January 28th, 2010 - 11:35 am ICT by IANS  

By Azera Rahman
Mysore, Jan 28 (IANS) You have heard of ladies’ clubs, but a ladies’ kite club? Kite flying may not be one of the usual hobbies that you hear women take to, but here in Mysore, 10 women who love the sport have come together to form this unique club of women-only kite flyers.

Chopping vegetables, taking care of her family and tending to the household chores like any other homemaker would, there is nothing that seems out of the ordinary about Kavita Bylokenda - one of the members of the club - at the first instance.

Hand her a kite, and she metamorphoses into a different person.

“Kite-flying is a tradition and I have always loved flying kites. Nothing beats the feeling of steering a kite and watching as it soars high,” Bylokenda told IANS with the thrill of a child.

A 40-year-old homemaker, Bylokenda said that kite flying for her is a passion which she pursues with the other members of the club whenever they get time.

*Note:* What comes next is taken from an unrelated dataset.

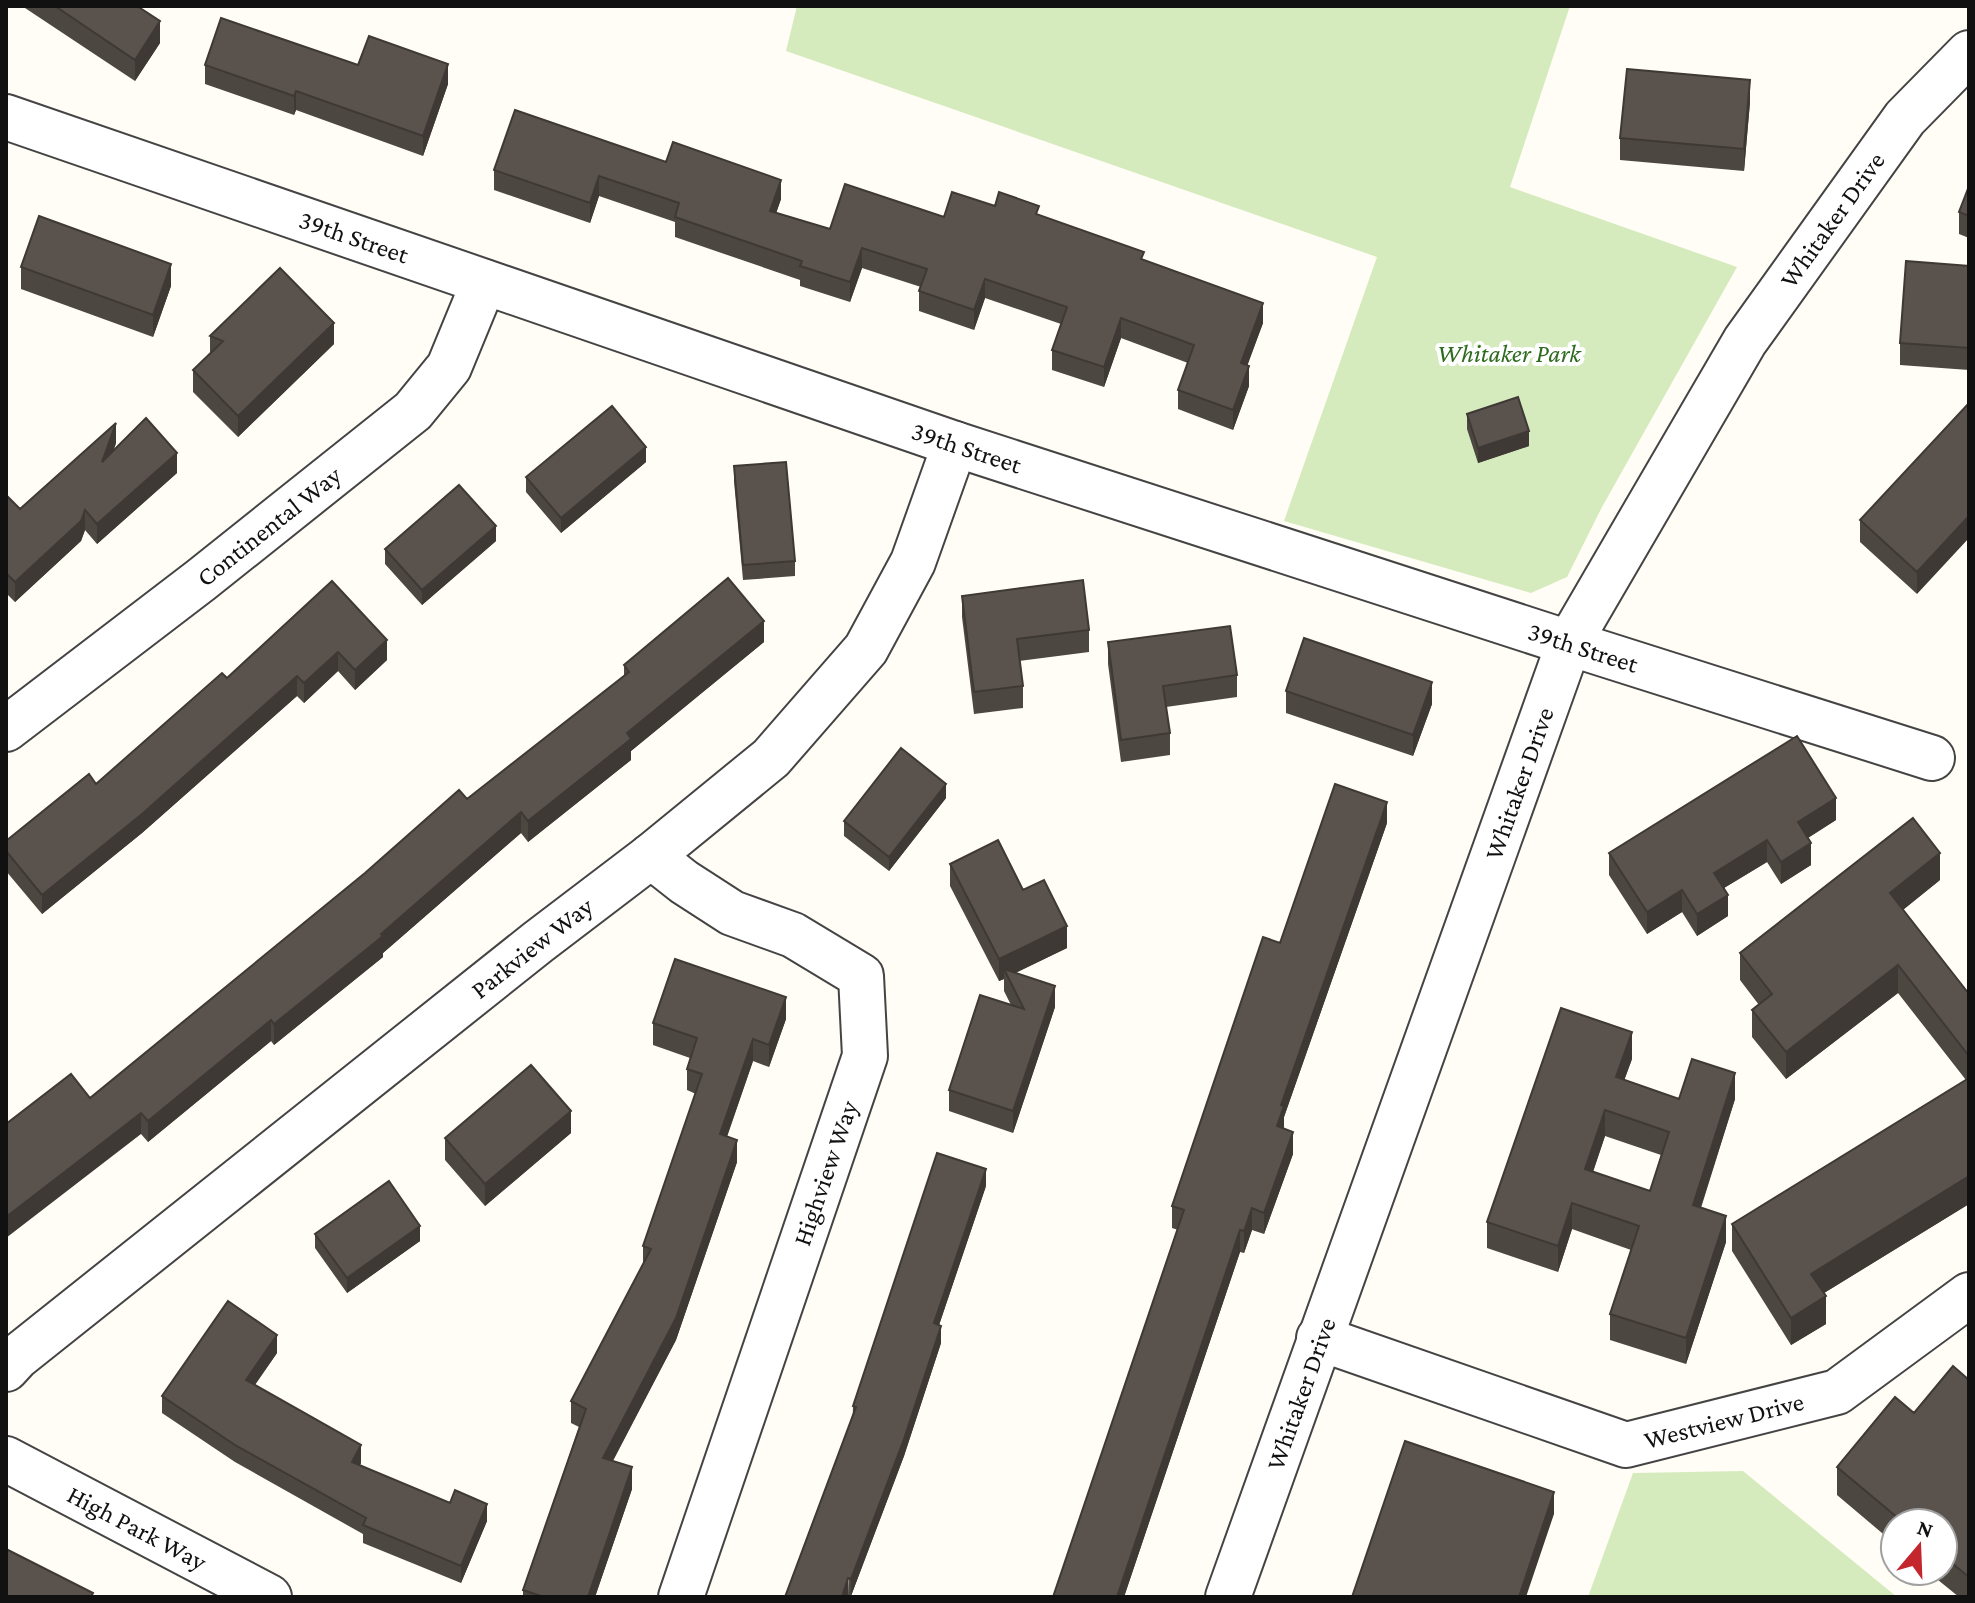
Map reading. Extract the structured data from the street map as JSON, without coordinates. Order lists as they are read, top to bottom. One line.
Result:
{"streets":{"street":["Whitaker Drive","39th Street","Continental Way","Parkview Way","Highview Way","Westview Drive","High Park Way"]},"crossings":[["Whitaker Drive","39th Street"],["Whitaker Drive","Westview Drive"],["39th Street","Continental Way"],["39th Street","Parkview Way"],["Parkview Way","Highview Way"]],"parks":["Whitaker Park"],"north":"top"}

“This club happened quite by chance, five years back. As a child I used to often fly kites, but with age it started feeling odd - with no company from anyone of my kind. Then I met another woman in my neighbourhood who was facing a similar predicament,” Bylokenda told IANS.

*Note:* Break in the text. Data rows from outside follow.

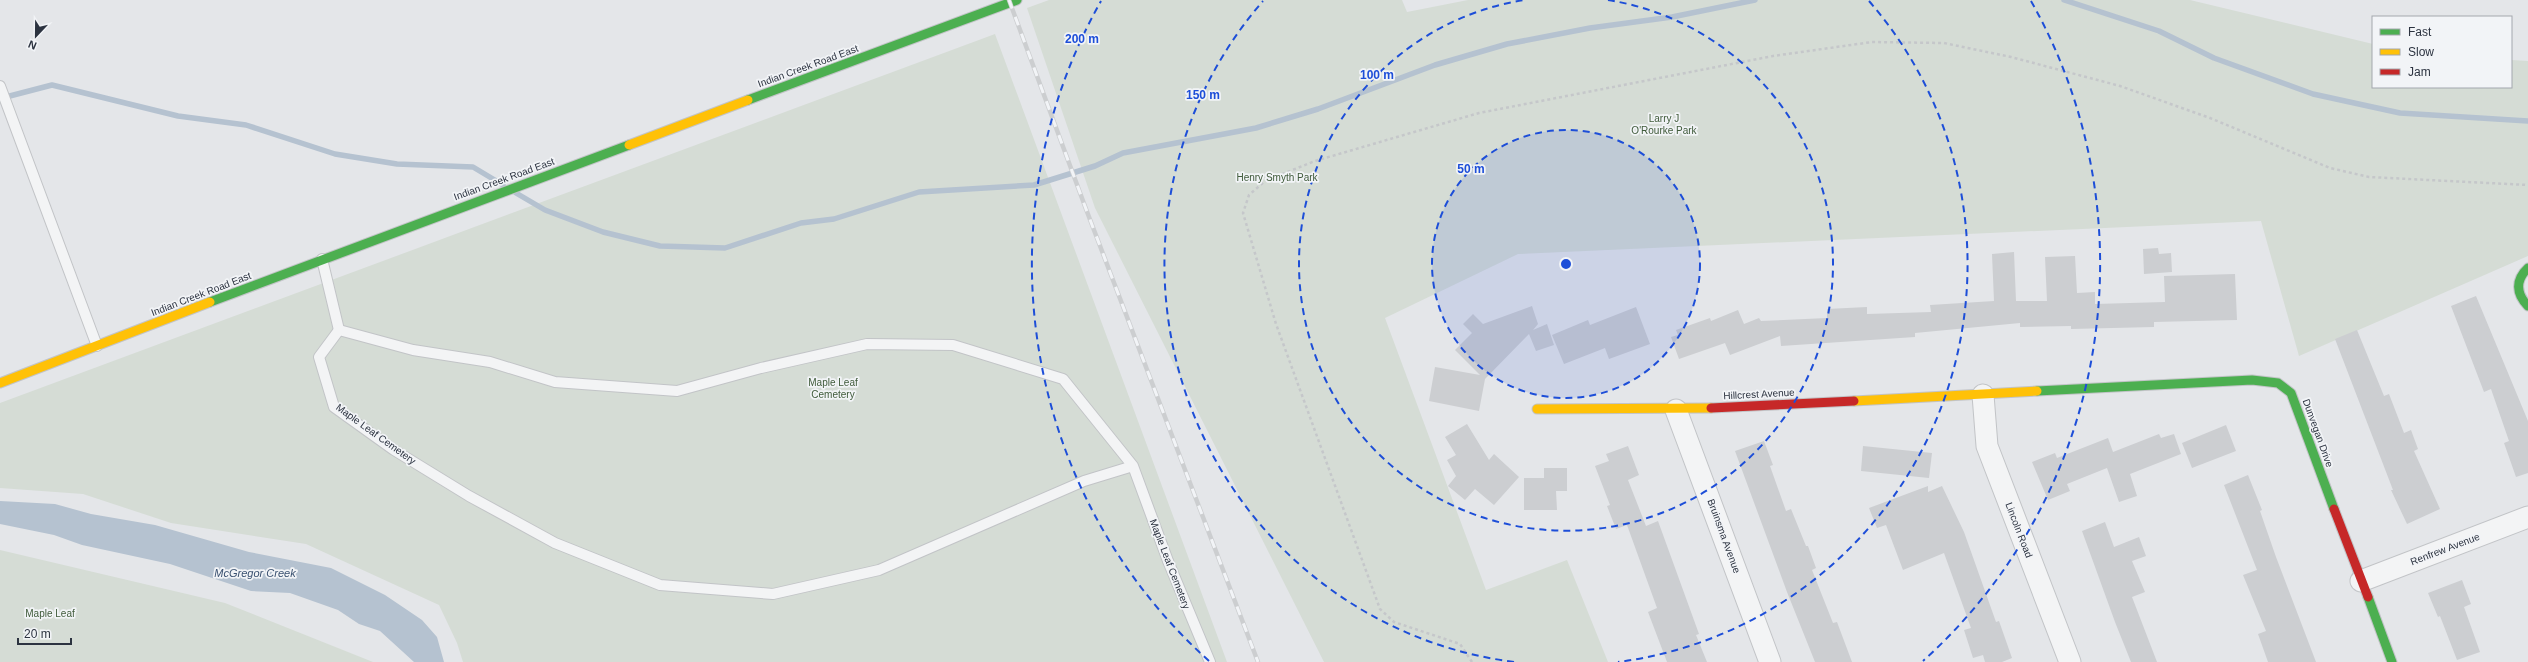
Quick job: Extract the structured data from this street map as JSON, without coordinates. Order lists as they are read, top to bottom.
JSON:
{
  "streets": {
    "street": [
      "Indian Creek Road East",
      "Hillcrest Avenue",
      "Dunvegan Drive",
      "Lincoln Road",
      "Bruinsma Avenue",
      "Renfrew Avenue"
    ],
    "lane": ["Maple Leaf Cemetery"]
  },
  "crossings": [
    ["Hillcrest Avenue", "Dunvegan Drive"],
    ["Hillcrest Avenue", "Lincoln Road"],
    ["Hillcrest Avenue", "Bruinsma Avenue"],
    ["Dunvegan Drive", "Lincoln Road"],
    ["Dunvegan Drive", "Renfrew Avenue"]
  ],
  "water": ["McGregor Creek"],
  "parks": [
    "Larry J O'Rourke Park",
    "Henry Smyth Park",
    "Maple Leaf Cemetery",
    "Maple Leaf"
  ],
  "legend": ["Fast", "Slow", "Jam"],
  "scale_bar": "20 m",
  "north": "bottom",
  "rings": [
    "200 m",
    "100 m",
    "150 m",
    "50 m"
  ]
}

“That’s when the idea of a club for women like us struck. We spread the word and although there were just a handful of us, it was nevertheless a big success for us - we met every weekend and whenever we had the time in between to pursue our hobby,” she said.

The club now has 10 members and includes students, professionals and homemakers - all in the age group 20-40.

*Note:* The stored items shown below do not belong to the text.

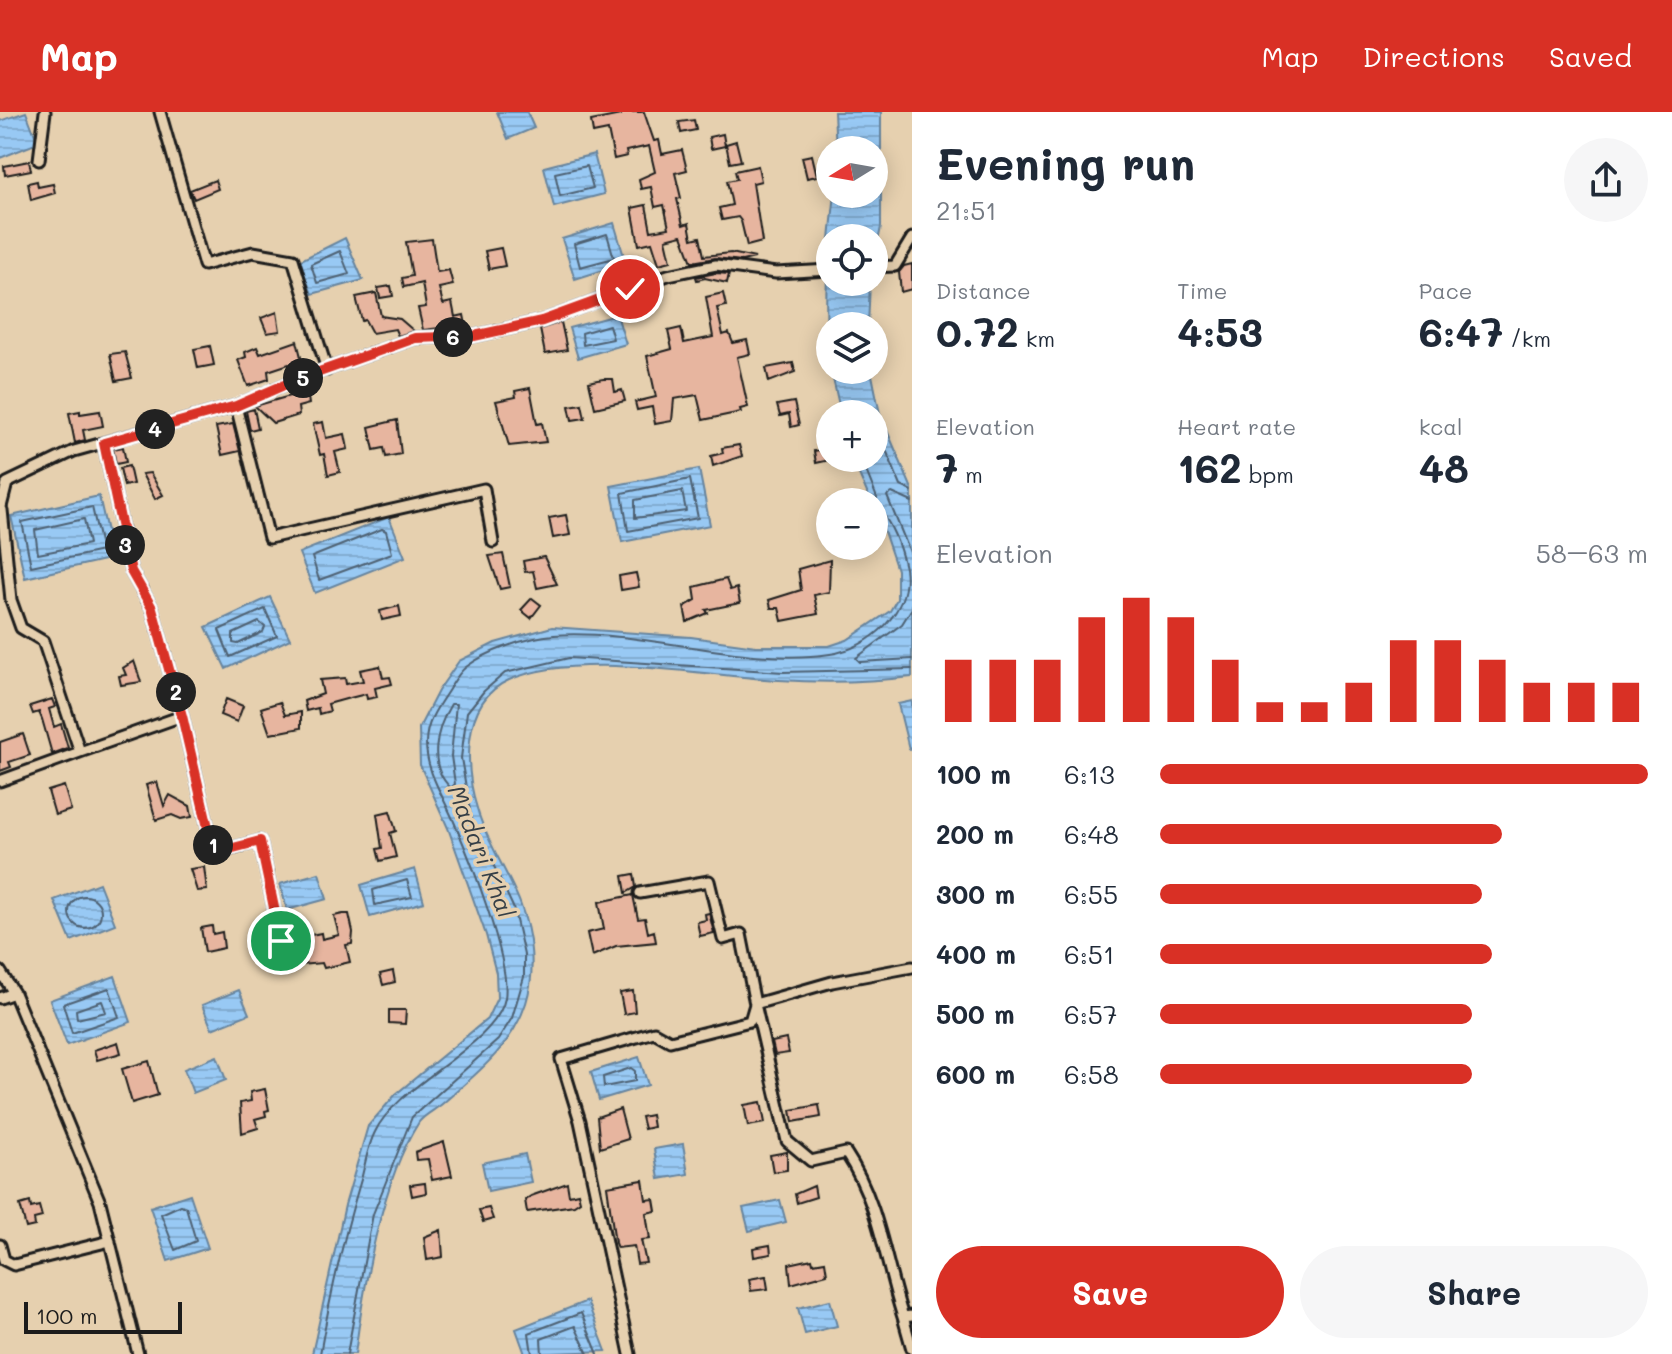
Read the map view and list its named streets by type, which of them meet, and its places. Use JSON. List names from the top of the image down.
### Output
{
  "water": ["Madari Khal"],
  "scale_bar": "100 m",
  "north": "left",
  "page": {
    "header": "Map",
    "nav": ["Map", "Directions", "Saved"],
    "heading": ["Evening run", "21:51"],
    "map_buttons": ["+", "−"],
    "stats": [
      ["Distance", "0.72 km"],
      ["Time", "4:53"],
      ["Pace", "6:47 /km"],
      ["Elevation", "7 m"],
      ["Heart rate", "162 bpm"],
      ["kcal", "48"]
    ],
    "pins": [
      "6",
      "5",
      "4",
      "3",
      "2",
      "1"
    ],
    "chart": ["Elevation", "58–63 m"],
    "list": [
      {
        "name": "100 m",
        "note": "6:13"
      },
      {
        "name": "200 m",
        "note": "6:48"
      },
      {
        "name": "300 m",
        "note": "6:55"
      },
      {
        "name": "400 m",
        "note": "6:51"
      },
      {
        "name": "500 m",
        "note": "6:57"
      },
      {
        "name": "600 m",
        "note": "6:58"
      }
    ],
    "buttons": ["Save", "Share"],
    "scale": "100 m"
  }
}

“With time we started making our own kites. We designed them in the shape of a girl’s dress, a shirt, even a gas cylinder! It caught others’ fancy and we started getting bulk orders to make kites,” Bylokenda said.

From just 10-20 kites for a family party to 300-500 on festive occasions and school fairs, the fledgling kite making business took wing.

“Our kites are priced according to the design, shape and size. A large gas cylinder shaped kite for instance costs Rs.25. The orders pour during the festive season like Dussehra and when the Karnataka and the Mysore kite festivals happen. At other times, we get orders from schools or for family occasions,” she said.

At times when there are too many orders to handle too quickly, the women make the design and then source out the making of the kites to others.

“We make a decent profit of about 30 percent, but we are no professional businesswomen. All the orders that we get are thanks to word of mouth advertisement. At the end of the day, the thrill of seeing a great response to our creations is what matters,” she said.

Amid the hustle-bustle of the growing business and their personal lives, the women take out time for pursuing their hobby - on a larger platform.

“For the last four years we have been regularly participating in the international kite festival in Gujarat. This year we made a three-dimensional, box-shaped kite for the festival. We also participate in the kite festivals in Karnataka,” Bylokenda said.

“The aim is not so much to win, but to participate and have fun. And we have our families supporting us in that - what else can we ask for?” she smiled.